RHN 1/2024 | Call
Organisers: Le Groupe de recherche en histoire environnementale (Grhen), Centre de recherches historiques, EHESS – Arnaud Page
5 June 2024, EHESS, Paris, France
Deadline for submissions: 31 January 2024
***Please find the English version below***
Journée d’études Grhen/ CRH :
« Bas-modernismes » : le développement à petits pas ?
Dans un ouvrage désormais classique, Seeing Like a State (1998) l’anthropologue James C. Scott s’est attaché à étudier la question du « Haut-modernisme autoritaire », expression désignant différents types de modernisation imposés par le haut et visant à rationaliser scientifiquement l’aménagement et l’utilisation des espaces naturels, agricoles et urbains. Selon Scott, les grands projets modernisateurs conjuguent une foi presque aveugle en la science avec une volonté d’éradiquer les pratiques, traditions et savoirs locaux, perçus comme des obstacles à la mise en valeur des espaces. Mais si l’idéal-type défini par Scott est heuristiquement fructueux, il ne correspond bien souvent pas à la réalité des projets de modernisation, soit que ces derniers aient fait l’objet de redéfinitions et accommodements lors de leur mise en application (Cooper ; Ross), soit, plus simplement, parce que les projets modernisateurs n’étaient pas nécessairement fondés sur l’oblitération des pratiques et savoirs « traditionnels » (Moon). Revenant sur la période du New Deal, l’anthropologue Jess Gilbert a ainsi proposé la notion de « bas-modernisme » pour décrire les projets dont la visée était celle d’un développement agricole plus graduel, évolutif et s’appuyant sur les pratiques et dynamiques locales (Gilbert).
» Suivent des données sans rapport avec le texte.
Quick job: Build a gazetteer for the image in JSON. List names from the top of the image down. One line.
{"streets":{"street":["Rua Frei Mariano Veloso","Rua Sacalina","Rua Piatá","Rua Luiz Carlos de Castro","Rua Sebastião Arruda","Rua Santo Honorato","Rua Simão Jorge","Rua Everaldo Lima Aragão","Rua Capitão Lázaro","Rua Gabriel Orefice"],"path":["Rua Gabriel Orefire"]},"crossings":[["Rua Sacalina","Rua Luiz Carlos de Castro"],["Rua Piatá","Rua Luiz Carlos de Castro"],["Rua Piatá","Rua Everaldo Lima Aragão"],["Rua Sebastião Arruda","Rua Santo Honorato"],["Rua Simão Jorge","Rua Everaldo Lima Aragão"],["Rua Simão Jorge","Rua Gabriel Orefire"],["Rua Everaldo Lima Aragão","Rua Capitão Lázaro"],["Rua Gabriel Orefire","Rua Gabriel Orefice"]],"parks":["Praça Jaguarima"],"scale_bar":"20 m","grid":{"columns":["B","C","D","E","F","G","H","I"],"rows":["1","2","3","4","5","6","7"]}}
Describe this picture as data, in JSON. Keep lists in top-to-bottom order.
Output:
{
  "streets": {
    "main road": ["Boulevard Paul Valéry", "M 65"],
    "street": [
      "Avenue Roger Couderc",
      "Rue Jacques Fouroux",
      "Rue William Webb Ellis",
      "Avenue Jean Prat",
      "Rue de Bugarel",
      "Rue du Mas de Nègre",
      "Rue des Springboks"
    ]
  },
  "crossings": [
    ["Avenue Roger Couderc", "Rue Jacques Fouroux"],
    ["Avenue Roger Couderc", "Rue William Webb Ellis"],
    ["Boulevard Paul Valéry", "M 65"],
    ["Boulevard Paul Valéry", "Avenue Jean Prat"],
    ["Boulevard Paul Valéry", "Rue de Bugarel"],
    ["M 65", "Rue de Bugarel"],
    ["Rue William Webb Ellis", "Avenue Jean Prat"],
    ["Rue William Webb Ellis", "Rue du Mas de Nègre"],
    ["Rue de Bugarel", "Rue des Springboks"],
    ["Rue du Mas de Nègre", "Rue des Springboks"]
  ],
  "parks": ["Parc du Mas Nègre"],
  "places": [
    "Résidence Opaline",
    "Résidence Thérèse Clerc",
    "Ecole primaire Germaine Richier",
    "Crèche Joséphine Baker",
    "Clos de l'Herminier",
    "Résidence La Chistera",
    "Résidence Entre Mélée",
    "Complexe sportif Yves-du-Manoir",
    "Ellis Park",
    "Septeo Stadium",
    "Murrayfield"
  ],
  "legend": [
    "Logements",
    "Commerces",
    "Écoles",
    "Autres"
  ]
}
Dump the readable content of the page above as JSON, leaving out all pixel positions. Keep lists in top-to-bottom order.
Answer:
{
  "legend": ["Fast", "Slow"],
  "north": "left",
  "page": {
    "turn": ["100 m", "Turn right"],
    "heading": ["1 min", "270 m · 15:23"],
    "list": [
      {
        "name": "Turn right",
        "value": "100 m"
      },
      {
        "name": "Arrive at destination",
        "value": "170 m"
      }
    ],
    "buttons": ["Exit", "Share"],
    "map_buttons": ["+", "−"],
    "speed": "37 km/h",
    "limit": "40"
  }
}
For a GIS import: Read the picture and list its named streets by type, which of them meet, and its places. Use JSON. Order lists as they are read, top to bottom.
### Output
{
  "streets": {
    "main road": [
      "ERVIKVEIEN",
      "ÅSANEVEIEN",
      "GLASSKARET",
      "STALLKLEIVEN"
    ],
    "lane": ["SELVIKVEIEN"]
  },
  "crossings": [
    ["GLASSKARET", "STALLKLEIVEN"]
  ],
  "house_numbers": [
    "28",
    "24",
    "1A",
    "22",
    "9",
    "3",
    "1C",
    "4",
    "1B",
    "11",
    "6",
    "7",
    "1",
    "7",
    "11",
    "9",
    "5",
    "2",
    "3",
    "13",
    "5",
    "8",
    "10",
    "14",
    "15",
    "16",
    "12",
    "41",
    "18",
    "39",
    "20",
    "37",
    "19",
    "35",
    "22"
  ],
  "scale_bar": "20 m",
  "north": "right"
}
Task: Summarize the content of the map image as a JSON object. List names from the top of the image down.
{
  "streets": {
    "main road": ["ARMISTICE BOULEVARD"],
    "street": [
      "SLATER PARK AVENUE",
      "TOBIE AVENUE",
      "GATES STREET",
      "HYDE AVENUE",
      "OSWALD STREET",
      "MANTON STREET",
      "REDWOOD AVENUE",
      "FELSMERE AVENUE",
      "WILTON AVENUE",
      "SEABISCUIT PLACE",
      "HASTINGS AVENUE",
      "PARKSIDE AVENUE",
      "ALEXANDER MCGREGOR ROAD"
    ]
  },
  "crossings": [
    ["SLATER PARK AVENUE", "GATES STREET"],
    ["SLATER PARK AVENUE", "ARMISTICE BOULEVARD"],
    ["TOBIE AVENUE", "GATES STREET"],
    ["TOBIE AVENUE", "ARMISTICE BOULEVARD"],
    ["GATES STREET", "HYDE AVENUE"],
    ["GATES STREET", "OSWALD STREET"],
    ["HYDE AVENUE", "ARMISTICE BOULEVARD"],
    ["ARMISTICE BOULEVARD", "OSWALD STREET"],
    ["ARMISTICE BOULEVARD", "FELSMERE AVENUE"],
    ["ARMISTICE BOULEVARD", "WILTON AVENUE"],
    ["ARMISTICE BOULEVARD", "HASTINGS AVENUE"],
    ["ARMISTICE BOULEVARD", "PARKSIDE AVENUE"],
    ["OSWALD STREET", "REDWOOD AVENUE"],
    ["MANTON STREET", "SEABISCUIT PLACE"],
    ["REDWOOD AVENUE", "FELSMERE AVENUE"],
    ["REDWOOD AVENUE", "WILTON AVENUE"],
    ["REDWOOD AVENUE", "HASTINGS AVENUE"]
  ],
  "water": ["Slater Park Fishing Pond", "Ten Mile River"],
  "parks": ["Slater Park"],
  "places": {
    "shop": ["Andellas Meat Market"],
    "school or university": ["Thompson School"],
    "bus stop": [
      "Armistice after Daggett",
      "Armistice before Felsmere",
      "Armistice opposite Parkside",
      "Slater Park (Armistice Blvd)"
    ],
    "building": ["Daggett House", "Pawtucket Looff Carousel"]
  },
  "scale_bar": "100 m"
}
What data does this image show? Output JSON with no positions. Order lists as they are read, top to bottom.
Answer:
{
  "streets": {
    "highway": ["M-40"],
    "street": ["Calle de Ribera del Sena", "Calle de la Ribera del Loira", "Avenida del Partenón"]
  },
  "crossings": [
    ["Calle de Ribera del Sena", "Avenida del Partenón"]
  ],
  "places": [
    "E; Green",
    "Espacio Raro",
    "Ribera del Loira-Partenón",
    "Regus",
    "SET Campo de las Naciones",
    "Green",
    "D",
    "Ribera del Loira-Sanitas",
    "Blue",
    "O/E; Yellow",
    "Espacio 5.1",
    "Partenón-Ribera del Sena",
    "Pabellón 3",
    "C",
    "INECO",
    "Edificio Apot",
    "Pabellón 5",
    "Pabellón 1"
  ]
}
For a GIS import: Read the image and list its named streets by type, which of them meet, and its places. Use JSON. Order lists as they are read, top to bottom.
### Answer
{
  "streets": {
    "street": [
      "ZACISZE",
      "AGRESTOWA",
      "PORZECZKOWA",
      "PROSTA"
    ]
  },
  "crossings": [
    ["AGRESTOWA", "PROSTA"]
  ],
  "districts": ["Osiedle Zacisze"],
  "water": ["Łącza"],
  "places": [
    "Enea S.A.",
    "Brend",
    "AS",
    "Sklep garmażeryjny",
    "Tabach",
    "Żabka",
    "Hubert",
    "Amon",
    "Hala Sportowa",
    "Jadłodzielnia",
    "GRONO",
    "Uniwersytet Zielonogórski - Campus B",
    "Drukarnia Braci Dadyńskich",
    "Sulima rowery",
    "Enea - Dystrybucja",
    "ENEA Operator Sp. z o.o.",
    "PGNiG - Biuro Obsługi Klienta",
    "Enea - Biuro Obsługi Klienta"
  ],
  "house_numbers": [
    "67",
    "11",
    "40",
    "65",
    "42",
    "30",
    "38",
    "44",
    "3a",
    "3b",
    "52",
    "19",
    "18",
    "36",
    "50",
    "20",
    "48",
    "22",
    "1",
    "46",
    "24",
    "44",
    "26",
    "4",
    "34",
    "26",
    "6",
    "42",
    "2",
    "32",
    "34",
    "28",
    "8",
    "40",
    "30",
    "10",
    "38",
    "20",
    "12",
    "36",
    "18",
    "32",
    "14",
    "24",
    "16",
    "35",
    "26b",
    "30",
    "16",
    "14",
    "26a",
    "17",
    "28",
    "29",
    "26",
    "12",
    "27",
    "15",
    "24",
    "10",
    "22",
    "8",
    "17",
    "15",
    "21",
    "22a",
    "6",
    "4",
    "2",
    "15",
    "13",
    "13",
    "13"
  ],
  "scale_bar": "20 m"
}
La mise en avant de projets modernisateurs alternatifs et fondés sur une meilleure prise en compte des caractéristiques, dynamiques et savoirs locaux n’est cependant pas sans courir le risque d’une forme d’idéalisation des projets de développement à plus petite échelle, qui s’opposeraient en tous points au « haut-modernisme » par leur approche plus équilibrée, démocratique et respectueuse des traditions et pratiques locales. Les projets plus graduels et communautaires, hier comme aujourd’hui, reposent en effet bien souvent sur la construction de traditions et communautés idéalisées, décrites comme vulnérables et nécessitant une forme d’accompagnement pour faire face aux changements extérieurs (Murray-Li). Des travaux récents ont également montré combien les projets plus coopératifs ou s’appuyant sur les dynamiques locales avaient pu être utilisés comme stratégies contre-insurrectionnelles, de stabilisation du pouvoir étatique ou colonial, d’enrôlement des populations, ou d’instruments visant à favoriser l’intégration politique et économique de certains espaces perçus comme hors de portée de l’État ou de l’économie de marché (Immerwahr ; Windel). Ces projets ont également pu jouer un rôle dans le renforcement de certaines inégalités (sociales ou de genre). Ils ont enfin souvent fait l’objet de négociations, revendications et contestations de différents ordres, et leurs objectifs initiaux ont pu être subvertis ou s’hybrider avec des formes de « haut-modernisme ». Il ne s’agira pas ainsi d’ opposer systématiquement les deux notions, mais de tenter de démêler les différents fils des projets modernisateurs.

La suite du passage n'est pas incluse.